Chen JunLong, Kataoka Oki, Tsuchiya Kazeto, Oishi Yoshie, Takao Ayumi, Huang Yen-Chih, Komura Hiroko, Akiyama Saeko, Itou Ren, Inui Masafumi, Enosawa Shin, Akutsu Hidenori, Komura Makoto, Fuchimoto Yasushi, Umezawa Akihiro
Center for Regenerative Medicine, National Center for Child Health and Development Research Institute, Tokyo, Japan.
Department of Advanced Pediatric Medicine, Tohoku University School of Medicine, Sendai, Japan.
Regen Ther. 2024 Sep 10;26:889-900. doi: 10.1016/j.reth.2024.09.007. eCollection 2024 Jun.
Repairing damaged cartilage poses significant challenges, particularly in cases of congenital cartilage defects such as microtia or congenital tracheal stenosis, or as a consequence of traumatic injury, as the regenerative potential of cartilage is inherently limited. Stem cell therapy and tissue engineering offer promising approaches to overcome these limitations in cartilage healing. However, the challenge lies in the size of cartilage-containing organs, which necessitates a large quantity of cells to fill the damaged areas. Therefore, pluripotent stem cells that can proliferate indefinitely are highly desirable as a cell source. This study aims to delineate the differentiation conditions for cartilage derived from human embryonic stem cells (ESCs) and to develop an automated cell culture system to facilitate mass production for therapeutic applications.

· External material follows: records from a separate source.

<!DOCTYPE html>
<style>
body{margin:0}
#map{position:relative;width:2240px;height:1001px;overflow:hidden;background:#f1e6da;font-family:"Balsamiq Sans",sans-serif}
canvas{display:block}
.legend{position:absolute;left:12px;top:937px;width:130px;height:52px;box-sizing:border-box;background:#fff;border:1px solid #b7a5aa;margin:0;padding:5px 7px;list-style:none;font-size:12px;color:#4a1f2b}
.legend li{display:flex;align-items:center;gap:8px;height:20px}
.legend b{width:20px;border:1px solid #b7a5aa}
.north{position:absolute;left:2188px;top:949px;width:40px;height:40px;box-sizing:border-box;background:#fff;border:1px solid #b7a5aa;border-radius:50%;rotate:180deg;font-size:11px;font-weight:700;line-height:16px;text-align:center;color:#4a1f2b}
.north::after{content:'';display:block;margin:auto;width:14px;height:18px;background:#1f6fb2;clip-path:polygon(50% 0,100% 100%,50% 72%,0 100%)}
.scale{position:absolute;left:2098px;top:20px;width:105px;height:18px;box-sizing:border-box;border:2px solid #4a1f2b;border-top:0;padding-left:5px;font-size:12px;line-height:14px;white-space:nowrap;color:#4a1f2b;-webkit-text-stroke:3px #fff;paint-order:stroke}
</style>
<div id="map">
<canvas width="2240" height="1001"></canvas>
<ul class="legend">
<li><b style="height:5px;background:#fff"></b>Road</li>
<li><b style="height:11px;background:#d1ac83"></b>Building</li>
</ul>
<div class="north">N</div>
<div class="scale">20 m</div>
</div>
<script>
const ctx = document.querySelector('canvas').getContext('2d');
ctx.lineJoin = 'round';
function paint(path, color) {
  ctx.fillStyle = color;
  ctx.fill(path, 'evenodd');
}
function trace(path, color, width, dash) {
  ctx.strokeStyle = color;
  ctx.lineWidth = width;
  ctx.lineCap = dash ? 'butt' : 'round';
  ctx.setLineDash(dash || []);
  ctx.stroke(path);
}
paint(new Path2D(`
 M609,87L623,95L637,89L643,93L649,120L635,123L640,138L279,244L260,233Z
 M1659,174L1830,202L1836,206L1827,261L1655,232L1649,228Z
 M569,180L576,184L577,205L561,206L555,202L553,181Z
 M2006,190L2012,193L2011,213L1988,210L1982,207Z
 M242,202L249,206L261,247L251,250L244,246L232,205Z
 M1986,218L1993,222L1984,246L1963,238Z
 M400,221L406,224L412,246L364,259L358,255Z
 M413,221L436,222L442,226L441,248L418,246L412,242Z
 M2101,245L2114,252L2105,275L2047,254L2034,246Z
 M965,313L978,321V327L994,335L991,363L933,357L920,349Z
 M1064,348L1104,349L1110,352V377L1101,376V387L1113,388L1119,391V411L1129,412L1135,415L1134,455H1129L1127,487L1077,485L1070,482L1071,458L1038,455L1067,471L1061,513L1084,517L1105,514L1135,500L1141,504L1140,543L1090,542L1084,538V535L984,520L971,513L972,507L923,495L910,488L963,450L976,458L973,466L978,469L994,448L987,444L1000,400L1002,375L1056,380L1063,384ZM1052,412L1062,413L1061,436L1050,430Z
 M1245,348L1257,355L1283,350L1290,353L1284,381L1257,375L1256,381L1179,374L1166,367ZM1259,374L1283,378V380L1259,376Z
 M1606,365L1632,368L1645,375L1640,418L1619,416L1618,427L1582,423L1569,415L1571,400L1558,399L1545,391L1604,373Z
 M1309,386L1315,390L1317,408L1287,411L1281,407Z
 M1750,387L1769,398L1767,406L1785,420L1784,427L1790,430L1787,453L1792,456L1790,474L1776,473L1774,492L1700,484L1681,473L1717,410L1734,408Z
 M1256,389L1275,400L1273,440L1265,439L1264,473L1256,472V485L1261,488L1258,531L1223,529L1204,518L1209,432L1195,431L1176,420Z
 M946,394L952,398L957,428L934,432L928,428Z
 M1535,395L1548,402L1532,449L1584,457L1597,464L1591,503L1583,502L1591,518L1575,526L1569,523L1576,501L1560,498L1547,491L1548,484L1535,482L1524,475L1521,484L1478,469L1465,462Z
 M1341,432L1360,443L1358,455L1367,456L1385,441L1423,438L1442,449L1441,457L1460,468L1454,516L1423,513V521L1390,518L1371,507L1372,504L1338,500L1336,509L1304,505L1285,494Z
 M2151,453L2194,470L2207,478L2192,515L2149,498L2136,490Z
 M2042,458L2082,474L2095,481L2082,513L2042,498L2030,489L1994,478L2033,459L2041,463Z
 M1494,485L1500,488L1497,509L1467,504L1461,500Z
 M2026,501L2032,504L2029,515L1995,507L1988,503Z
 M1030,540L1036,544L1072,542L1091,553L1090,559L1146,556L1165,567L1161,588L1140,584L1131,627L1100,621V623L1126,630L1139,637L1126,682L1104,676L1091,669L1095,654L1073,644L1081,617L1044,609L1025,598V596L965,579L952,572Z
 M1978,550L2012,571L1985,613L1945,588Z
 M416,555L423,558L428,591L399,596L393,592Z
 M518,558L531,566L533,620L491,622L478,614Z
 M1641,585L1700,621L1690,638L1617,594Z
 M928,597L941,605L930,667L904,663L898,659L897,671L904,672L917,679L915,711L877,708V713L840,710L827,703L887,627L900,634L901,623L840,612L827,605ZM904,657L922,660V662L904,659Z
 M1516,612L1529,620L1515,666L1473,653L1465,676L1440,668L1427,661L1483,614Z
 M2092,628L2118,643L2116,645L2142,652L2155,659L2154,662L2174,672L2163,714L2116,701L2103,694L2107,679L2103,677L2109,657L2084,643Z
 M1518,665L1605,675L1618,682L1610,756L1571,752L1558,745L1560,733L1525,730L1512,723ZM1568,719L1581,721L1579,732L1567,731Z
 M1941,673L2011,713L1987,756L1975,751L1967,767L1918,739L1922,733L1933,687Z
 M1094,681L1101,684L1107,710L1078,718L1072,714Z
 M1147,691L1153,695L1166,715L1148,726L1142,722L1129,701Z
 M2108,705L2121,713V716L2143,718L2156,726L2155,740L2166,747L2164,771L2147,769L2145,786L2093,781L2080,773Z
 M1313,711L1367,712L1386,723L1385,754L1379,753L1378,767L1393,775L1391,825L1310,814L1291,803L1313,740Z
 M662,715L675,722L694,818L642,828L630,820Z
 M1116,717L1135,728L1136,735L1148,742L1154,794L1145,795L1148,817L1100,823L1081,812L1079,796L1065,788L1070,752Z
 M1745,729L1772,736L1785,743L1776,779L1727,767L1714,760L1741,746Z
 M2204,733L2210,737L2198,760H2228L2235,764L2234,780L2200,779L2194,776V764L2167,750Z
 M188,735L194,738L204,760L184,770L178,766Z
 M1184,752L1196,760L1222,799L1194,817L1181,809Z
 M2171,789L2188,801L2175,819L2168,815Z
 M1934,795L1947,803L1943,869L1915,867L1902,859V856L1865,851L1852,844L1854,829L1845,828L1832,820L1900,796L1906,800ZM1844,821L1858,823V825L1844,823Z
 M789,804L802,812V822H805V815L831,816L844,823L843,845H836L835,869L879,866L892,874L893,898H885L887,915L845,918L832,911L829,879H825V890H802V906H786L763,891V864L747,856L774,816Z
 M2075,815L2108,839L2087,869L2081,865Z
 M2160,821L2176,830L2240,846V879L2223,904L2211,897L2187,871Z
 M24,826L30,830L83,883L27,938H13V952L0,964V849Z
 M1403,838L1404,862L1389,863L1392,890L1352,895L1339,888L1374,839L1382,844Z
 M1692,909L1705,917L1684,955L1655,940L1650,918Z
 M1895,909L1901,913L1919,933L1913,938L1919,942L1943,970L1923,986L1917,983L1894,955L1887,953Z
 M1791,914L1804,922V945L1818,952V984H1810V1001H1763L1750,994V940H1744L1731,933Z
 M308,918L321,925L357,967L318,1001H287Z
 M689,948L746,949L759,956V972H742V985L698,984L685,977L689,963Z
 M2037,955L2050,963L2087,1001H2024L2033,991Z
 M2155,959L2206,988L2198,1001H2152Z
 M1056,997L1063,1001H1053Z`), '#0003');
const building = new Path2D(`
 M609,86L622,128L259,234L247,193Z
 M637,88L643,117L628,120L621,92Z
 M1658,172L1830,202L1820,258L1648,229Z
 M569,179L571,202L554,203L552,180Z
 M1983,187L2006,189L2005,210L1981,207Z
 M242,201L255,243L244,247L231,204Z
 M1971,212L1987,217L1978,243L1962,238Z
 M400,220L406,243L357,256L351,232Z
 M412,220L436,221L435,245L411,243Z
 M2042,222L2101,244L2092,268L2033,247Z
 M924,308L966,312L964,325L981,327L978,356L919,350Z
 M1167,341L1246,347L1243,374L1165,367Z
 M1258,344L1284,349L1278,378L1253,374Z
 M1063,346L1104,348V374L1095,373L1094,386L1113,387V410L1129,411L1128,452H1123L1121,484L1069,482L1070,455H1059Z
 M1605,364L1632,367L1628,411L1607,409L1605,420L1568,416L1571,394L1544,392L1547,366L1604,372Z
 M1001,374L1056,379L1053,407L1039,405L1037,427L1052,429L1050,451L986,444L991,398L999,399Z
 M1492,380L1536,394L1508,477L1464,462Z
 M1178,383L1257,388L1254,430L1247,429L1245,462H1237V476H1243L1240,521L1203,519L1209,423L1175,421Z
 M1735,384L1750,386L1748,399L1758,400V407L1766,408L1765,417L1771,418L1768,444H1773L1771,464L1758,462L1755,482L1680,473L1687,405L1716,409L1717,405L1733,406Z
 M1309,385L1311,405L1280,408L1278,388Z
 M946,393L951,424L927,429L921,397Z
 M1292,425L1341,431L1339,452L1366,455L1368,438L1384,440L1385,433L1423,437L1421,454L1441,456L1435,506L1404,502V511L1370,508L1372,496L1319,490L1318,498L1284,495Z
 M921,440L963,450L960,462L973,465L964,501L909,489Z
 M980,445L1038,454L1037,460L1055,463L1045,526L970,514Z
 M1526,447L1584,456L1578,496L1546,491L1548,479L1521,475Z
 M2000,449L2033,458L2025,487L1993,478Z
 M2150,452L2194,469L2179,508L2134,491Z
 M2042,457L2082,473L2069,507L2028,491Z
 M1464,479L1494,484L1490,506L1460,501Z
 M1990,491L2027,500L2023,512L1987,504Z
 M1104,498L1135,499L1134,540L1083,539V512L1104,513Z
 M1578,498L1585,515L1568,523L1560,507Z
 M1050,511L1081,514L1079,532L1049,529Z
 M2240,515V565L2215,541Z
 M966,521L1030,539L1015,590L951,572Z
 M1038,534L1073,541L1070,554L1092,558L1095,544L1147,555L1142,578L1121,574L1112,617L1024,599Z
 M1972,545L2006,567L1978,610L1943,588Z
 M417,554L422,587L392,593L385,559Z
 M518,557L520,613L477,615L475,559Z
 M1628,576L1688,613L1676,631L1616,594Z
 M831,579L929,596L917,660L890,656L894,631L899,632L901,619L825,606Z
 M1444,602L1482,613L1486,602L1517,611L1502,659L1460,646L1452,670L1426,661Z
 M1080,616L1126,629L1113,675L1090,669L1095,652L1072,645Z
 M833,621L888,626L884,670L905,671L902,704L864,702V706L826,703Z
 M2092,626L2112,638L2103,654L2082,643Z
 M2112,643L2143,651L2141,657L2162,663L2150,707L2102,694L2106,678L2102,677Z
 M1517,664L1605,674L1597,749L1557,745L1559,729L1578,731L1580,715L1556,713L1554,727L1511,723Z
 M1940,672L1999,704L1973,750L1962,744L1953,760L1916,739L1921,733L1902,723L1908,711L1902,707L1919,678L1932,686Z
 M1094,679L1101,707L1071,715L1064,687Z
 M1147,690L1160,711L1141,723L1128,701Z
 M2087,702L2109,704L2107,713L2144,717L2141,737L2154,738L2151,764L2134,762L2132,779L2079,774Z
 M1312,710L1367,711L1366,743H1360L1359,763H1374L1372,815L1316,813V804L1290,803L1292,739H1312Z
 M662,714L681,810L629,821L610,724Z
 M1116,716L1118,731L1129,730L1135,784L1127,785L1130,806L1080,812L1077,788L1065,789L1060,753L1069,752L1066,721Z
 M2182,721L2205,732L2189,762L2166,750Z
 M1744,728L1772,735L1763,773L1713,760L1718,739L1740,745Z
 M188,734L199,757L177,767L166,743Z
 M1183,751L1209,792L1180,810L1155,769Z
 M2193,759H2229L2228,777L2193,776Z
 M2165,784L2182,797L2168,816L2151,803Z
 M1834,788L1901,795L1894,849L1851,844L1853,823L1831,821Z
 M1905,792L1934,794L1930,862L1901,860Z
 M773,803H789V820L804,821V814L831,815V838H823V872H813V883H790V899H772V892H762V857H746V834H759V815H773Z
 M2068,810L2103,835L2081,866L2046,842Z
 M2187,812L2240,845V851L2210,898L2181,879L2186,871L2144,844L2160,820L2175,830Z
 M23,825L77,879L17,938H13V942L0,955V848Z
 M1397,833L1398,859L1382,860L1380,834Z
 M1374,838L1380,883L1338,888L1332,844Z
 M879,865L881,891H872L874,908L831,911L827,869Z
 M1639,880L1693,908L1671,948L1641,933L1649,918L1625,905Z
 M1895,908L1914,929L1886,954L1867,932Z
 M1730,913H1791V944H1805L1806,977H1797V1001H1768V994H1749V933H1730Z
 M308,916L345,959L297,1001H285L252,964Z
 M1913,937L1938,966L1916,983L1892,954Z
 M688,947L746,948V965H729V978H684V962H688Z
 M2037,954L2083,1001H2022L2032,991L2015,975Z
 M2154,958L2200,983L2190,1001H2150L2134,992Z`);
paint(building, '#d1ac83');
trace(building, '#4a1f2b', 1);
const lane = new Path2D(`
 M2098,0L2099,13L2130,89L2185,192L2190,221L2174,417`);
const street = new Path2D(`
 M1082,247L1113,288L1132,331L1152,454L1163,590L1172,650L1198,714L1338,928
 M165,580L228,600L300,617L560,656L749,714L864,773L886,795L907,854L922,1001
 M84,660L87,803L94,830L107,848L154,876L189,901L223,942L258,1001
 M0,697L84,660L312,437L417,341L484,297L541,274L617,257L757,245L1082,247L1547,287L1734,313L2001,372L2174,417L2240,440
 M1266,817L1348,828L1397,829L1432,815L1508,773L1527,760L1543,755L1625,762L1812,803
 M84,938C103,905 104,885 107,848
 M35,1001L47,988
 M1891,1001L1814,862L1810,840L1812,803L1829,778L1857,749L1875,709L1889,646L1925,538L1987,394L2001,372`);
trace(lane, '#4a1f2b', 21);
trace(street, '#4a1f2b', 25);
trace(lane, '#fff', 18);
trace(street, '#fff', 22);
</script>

Cartilage cell sheets were derived from human ESCs (SEES2, clinical trial-compatible line) by forming embryoid bodies (EBs) with either conventional manual culture or a benchtop multi-pipetter and an automated medium exchange integrated cell incubator, using xeno-free media. Cell sheets were implanted into the subcutaneous tissue of immunodeficient NOG mice to obtain cartilage tissue. The properties of cartilage tissues were examined by histological staining and quantitative PCR analysis.
We have optimized an efficient xeno-free system for cartilage production with the conventional culture method and successfully transitioned to an automated system. Differentiated cartilage was histologically uniform with cartilage-specific elasticity and strength. The cartilage tissues were stained by Alcian blue, safranin O, and toluidine blue, and quantitative PCR showed an increase in differentiation markers such as ACAN, COL2A1, and Vimentin. Automation significantly enhanced the efficiency of human ESC-derived chondrocyte differentiation. The number of constituent cells within EBs and the seeding density of EBs were identified as key factors influencing chondrogenic differentiation efficiency. By automating the process of chondrogenic differentiation, we achieved scalable production of chondrocytes.
By integrating the differentiation protocol with an automated cell culture system, there is potential to produce cartilage of sufficient size for clinical applications in humans. The resulting cartilage tissue holds promise for clinical use in repairing organs such as the trachea, joints, ears, and nose.
修复受损软骨面临重大挑战,尤其是在先天性软骨缺陷的情况下,如小耳畸形或先天性气管狭窄,或因创伤性损伤所致,因为软骨的再生潜力本质上是有限的。干细胞疗法和组织工程为克服软骨愈合中的这些限制提供了有前景的方法。然而,挑战在于含软骨器官的大小,这需要大量细胞来填充受损区域。因此,能够无限增殖的多能干细胞作为细胞来源非常理想。本研究旨在描绘源自人类胚胎干细胞(ESC)的软骨的分化条件,并开发一种自动化细胞培养系统以促进用于治疗应用的大规模生产。
使用无血清培养基,通过传统手动培养或台式多通道移液器和自动换液一体式细胞培养箱形成胚状体(EB),从人类ESC(SEES2,临床试验兼容系)中获得软骨细胞片。将细胞片植入免疫缺陷的NOG小鼠的皮下组织以获得软骨组织。通过组织学染色和定量PCR分析检查软骨组织的特性。
我们用传统培养方法优化了一种高效的无血清软骨生产系统,并成功过渡到自动化系统。分化的软骨在组织学上是均匀的,具有软骨特异性的弹性和强度。软骨组织用阿尔辛蓝、番红O和甲苯胺蓝染色,定量PCR显示分化标志物如ACAN、COL2A1和波形蛋白增加。自动化显著提高了人类ESC来源的软骨细胞分化效率。EB内的组成细胞数量和EB的接种密度被确定为影响软骨生成分化效率的关键因素。通过使软骨生成分化过程自动化,我们实现了软骨细胞的可扩展生产。
通过将分化方案与自动化细胞培养系统相结合,有可能生产出足够大小的软骨用于人类临床应用。所得软骨组织有望用于修复气管、关节、耳朵和鼻子等器官的临床治疗。